→ **WHAT THE TASK REQUIRES**:
After locating "2 1 2 8 2 1" in the listing below, copy that line and each one after it exactly, ending with the line that has "M109 601 113 599 115 582".

→ **DATA TO PROCESS**:
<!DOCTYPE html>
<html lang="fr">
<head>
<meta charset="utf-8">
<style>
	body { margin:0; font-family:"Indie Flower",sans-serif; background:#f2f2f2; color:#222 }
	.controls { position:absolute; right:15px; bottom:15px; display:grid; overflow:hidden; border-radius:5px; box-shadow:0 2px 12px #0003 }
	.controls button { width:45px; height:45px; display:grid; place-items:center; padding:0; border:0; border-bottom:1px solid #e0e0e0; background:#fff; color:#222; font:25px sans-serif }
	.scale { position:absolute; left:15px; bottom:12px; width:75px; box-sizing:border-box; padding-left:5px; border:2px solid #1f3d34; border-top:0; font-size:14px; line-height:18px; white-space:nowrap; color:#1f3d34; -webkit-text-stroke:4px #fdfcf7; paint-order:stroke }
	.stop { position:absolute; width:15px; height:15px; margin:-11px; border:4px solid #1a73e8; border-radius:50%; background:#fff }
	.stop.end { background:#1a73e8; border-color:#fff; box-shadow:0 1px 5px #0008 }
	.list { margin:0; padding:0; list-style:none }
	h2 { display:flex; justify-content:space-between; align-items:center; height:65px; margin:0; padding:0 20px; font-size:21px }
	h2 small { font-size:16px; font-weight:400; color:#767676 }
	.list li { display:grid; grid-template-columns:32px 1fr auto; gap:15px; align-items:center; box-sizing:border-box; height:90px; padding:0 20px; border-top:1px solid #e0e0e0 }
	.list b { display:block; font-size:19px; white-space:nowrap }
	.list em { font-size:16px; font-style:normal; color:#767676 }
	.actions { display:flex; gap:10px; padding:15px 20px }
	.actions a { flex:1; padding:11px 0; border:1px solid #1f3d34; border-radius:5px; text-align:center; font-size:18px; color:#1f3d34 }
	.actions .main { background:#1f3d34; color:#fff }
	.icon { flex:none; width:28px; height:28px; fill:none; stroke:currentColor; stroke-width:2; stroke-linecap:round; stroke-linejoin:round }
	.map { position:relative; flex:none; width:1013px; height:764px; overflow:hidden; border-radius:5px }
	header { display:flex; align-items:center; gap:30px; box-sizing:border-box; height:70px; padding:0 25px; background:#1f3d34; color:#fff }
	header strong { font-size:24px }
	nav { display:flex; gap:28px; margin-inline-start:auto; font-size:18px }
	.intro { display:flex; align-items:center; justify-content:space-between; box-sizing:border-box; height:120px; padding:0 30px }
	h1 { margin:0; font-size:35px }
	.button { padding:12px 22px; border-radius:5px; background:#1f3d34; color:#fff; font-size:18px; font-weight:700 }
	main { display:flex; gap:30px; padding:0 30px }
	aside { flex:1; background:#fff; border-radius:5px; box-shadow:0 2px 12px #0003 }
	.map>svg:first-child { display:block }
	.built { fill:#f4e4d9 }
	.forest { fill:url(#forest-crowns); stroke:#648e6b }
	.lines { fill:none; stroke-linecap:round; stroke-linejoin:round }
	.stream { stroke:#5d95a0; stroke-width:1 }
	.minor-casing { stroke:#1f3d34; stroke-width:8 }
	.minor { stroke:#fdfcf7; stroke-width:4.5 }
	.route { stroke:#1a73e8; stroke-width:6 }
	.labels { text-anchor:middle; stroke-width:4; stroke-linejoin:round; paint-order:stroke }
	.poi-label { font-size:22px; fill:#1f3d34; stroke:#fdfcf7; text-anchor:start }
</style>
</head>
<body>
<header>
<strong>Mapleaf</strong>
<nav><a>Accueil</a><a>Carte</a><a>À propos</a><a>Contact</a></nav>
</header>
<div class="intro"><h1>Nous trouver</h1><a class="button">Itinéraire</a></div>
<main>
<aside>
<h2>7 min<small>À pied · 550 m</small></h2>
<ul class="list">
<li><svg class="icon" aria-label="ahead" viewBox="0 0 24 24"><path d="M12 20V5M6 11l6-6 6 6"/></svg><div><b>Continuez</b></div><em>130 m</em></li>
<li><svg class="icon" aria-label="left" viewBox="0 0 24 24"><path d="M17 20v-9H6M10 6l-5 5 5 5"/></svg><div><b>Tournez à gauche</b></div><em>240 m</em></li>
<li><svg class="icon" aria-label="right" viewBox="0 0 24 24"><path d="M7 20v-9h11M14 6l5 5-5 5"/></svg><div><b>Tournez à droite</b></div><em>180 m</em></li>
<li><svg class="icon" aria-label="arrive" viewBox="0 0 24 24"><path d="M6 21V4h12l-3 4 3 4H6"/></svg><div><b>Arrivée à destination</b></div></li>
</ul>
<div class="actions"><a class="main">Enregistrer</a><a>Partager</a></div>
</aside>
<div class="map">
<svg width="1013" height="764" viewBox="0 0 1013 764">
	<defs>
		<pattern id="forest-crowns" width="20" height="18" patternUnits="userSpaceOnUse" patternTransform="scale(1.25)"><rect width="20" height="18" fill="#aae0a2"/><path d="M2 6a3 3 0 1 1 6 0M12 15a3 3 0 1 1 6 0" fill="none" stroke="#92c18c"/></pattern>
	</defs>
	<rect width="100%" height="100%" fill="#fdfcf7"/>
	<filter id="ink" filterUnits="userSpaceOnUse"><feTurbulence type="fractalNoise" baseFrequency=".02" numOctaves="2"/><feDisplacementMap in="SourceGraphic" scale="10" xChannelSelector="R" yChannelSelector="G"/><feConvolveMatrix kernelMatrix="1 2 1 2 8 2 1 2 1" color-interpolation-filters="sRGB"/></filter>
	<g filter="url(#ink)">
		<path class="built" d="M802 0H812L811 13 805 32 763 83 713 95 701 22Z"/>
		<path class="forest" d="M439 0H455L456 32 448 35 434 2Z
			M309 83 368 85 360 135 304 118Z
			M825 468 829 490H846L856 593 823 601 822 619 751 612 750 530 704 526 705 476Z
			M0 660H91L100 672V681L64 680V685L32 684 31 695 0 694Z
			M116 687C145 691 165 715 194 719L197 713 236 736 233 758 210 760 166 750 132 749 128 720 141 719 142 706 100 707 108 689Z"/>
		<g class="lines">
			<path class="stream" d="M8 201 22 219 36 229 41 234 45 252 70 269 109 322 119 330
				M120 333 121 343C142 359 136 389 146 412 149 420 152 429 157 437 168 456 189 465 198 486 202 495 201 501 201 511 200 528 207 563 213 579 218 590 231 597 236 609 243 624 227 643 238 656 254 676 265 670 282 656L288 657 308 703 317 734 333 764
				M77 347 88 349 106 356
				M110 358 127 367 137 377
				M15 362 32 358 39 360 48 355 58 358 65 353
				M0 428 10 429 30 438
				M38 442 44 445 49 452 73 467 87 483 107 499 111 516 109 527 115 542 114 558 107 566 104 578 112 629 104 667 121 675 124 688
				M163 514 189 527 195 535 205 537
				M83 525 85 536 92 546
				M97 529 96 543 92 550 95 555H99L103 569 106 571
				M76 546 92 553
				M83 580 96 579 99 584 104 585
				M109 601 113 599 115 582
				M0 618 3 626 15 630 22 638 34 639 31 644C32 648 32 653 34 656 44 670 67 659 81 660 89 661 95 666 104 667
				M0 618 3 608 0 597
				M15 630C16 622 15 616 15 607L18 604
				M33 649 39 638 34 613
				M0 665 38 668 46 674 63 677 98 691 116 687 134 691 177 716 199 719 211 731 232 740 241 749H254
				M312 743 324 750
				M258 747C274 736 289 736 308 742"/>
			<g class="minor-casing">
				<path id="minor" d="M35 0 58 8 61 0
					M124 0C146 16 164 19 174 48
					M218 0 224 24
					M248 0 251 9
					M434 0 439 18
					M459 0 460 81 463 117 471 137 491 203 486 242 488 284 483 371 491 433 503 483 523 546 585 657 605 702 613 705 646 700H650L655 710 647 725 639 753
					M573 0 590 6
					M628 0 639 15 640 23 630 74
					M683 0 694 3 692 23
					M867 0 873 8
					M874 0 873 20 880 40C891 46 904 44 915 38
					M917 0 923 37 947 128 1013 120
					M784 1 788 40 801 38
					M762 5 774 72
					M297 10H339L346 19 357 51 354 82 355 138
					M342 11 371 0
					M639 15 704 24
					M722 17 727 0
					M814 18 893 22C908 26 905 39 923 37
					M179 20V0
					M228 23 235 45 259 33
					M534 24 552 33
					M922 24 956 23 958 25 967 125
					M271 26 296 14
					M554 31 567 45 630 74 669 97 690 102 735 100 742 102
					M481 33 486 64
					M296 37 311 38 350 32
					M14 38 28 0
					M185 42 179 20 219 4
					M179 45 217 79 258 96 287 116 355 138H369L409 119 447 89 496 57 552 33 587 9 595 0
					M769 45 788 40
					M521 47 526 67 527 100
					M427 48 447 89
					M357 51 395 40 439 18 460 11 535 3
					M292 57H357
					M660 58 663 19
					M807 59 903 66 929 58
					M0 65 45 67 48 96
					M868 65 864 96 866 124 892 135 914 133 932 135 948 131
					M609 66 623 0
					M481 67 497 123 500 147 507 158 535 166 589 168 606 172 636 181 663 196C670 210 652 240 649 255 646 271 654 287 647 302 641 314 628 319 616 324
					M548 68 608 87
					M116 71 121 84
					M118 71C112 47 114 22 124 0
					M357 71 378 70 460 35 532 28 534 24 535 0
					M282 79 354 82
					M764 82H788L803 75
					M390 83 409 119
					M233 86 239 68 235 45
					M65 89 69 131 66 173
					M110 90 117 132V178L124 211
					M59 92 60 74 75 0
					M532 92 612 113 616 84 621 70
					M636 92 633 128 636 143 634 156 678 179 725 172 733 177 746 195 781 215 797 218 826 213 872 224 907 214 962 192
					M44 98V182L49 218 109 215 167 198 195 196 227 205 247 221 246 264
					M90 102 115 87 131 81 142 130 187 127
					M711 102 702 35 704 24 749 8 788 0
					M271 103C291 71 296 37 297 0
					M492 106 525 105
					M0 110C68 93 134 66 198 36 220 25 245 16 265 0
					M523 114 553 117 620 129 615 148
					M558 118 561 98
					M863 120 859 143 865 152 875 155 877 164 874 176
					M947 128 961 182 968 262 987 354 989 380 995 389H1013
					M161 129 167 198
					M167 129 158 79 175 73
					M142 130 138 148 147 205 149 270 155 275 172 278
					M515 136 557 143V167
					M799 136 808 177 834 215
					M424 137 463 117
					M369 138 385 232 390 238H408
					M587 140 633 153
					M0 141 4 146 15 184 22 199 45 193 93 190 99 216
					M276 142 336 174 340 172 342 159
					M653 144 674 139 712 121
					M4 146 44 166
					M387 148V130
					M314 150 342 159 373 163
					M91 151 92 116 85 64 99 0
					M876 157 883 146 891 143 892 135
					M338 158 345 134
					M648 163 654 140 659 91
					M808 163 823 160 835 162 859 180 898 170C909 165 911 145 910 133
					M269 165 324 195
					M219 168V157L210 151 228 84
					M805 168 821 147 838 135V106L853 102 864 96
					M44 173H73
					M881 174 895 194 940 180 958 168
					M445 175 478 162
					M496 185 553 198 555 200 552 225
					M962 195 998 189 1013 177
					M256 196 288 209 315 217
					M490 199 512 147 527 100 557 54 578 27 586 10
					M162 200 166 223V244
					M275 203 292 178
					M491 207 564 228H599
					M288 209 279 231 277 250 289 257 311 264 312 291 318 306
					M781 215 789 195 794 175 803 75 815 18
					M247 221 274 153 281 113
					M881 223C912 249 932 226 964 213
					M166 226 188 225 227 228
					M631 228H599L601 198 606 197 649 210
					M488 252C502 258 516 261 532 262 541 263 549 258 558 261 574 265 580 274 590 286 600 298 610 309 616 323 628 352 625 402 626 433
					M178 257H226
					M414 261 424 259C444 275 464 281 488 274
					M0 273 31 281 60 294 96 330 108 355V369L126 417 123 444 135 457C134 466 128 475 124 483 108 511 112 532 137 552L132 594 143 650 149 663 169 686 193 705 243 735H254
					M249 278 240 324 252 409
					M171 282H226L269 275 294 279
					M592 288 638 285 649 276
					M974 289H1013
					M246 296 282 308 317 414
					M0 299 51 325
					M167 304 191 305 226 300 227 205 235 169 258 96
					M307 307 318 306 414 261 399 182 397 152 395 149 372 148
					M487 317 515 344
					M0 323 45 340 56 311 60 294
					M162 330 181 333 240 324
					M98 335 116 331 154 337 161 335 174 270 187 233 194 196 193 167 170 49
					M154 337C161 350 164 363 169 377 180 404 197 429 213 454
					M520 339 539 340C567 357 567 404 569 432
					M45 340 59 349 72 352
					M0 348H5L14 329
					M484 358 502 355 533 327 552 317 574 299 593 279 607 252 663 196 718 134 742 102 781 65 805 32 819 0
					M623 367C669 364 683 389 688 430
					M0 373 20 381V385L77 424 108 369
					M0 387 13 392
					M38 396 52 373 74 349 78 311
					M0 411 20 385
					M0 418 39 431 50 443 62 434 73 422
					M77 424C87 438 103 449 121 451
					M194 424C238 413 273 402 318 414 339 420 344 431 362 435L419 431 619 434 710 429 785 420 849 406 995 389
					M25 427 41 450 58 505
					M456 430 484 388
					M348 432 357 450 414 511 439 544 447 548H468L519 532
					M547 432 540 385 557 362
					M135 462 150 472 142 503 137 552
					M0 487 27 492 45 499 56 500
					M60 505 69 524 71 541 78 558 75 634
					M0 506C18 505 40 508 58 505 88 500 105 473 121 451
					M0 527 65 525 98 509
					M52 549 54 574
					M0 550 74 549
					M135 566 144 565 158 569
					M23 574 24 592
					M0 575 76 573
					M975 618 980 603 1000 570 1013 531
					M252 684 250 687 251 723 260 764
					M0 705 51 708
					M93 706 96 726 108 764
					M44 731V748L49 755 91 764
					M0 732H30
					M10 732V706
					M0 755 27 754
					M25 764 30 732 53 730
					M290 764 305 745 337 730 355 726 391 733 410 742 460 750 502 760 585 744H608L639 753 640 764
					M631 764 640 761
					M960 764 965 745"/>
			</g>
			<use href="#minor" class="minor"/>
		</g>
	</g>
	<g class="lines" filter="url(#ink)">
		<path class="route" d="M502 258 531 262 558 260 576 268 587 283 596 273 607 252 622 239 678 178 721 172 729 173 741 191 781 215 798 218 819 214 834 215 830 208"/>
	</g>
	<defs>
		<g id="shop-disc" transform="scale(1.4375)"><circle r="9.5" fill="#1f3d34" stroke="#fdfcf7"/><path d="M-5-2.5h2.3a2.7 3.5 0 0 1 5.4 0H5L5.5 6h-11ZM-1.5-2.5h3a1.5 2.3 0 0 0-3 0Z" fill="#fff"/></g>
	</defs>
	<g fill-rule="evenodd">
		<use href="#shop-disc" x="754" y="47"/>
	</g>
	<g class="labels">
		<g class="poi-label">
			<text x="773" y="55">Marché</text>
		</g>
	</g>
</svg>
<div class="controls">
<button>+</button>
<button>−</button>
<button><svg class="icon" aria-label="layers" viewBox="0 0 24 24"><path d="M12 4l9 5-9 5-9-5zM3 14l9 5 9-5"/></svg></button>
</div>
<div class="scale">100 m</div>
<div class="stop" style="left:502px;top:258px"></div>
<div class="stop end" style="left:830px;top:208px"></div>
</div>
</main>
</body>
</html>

→ **OUTPUT OF THE TASK**:
	<filter id="ink" filterUnits="userSpaceOnUse"><feTurbulence type="fractalNoise" baseFrequency=".02" numOctaves="2"/><feDisplacementMap in="SourceGraphic" scale="10" xChannelSelector="R" yChannelSelector="G"/><feConvolveMatrix kernelMatrix="1 2 1 2 8 2 1 2 1" color-interpolation-filters="sRGB"/></filter>
	<g filter="url(#ink)">
		<path class="built" d="M802 0H812L811 13 805 32 763 83 713 95 701 22Z"/>
		<path class="forest" d="M439 0H455L456 32 448 35 434 2Z
			M309 83 368 85 360 135 304 118Z
			M825 468 829 490H846L856 593 823 601 822 619 751 612 750 530 704 526 705 476Z
			M0 660H91L100 672V681L64 680V685L32 684 31 695 0 694Z
			M116 687C145 691 165 715 194 719L197 713 236 736 233 758 210 760 166 750 132 749 128 720 141 719 142 706 100 707 108 689Z"/>
		<g class="lines">
			<path class="stream" d="M8 201 22 219 36 229 41 234 45 252 70 269 109 322 119 330
				M120 333 121 343C142 359 136 389 146 412 149 420 152 429 157 437 168 456 189 465 198 486 202 495 201 501 201 511 200 528 207 563 213 579 218 590 231 597 236 609 243 624 227 643 238 656 254 676 265 670 282 656L288 657 308 703 317 734 333 764
				M77 347 88 349 106 356
				M110 358 127 367 137 377
				M15 362 32 358 39 360 48 355 58 358 65 353
				M0 428 10 429 30 438
				M38 442 44 445 49 452 73 467 87 483 107 499 111 516 109 527 115 542 114 558 107 566 104 578 112 629 104 667 121 675 124 688
				M163 514 189 527 195 535 205 537
				M83 525 85 536 92 546
				M97 529 96 543 92 550 95 555H99L103 569 106 571
				M76 546 92 553
				M83 580 96 579 99 584 104 585
				M109 601 113 599 115 582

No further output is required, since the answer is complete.